Diese Firmen stehen auf der schwarzen Liste der USA

Der größte Drohnen- und der drittgrößte Handyhersteller der Welt, sowie dutzende weitere Unternehmen dürfen nicht mehr mit den USA handeln.

Xiaomi hat im letzten Jahr Apple überholt. Die chinesische Firma ist seither der drittgrößte Handyhersteller der Welt. Seit Mitte Jänner steht Xiaomi aber auf einer schwarzen Liste der USA. Die Begründung: Xiaomi sei ein "kommunistisches, chinesisches Militärunternehmen". Der Gründer von Xiaomi hat sich öffentlich von den Vorwürfen aus den USA distanziert.

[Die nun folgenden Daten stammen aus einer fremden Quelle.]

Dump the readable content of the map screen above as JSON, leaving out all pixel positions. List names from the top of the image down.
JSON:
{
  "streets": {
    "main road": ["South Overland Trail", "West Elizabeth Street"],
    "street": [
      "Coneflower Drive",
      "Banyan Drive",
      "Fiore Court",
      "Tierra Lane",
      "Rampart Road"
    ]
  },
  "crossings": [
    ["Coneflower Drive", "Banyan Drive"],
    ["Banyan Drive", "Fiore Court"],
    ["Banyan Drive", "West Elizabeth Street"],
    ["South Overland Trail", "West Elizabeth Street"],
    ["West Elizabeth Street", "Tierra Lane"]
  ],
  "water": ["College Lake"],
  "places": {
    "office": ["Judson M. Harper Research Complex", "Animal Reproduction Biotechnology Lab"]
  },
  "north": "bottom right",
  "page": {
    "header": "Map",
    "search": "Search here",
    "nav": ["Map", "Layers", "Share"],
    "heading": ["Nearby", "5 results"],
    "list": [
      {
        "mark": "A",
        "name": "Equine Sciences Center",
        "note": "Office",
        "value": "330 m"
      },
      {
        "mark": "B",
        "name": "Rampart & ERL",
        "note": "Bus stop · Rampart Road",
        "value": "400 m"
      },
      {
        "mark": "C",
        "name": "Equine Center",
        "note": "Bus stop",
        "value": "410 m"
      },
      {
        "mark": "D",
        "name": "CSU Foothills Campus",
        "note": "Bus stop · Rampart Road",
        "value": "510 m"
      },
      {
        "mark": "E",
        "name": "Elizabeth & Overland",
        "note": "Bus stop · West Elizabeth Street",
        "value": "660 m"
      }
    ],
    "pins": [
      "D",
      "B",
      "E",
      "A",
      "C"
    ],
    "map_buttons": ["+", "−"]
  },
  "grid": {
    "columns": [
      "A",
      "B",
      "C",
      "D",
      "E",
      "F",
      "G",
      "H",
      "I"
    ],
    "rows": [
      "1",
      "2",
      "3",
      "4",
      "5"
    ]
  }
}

Neben der Technologie-Firma stehen über 30 weitere Unternehmen aus China auf der sogenannten Militärliste des US Defense Departements.

Darunter sind die drei größten Telekomanbieter Chinas, China Unicom, China Mobile und China Telecom, der Mineralölkonzern CNOOC, sowie die Weltraumfirma China Spacesat. Das US-Verteidigungsministerium hat diesen Firmenkatalog erstellt. Alle genannten Unternehmen gehören laut den USA zum chinesischen Militär oder sie werden von ihm kontrolliert. Die Liste geht auf ein Gesetz aus dem Jahr 1999 zurück. US-Investoren dürfen in Zukunft kein Geld mehr in die genannten Firmen anlegen.

Handelsverbot für Firmen

Die Ausweitung der schwarzen Liste ist Teil eines Versuchs des abgewählten US-Präsident Donald Trump, sein Vermächtnis eines Handelskrieges mit China in den letzten Tagen seiner Präsidentschaft zu zementieren, sagt die Nachrichtenagentur Reuters.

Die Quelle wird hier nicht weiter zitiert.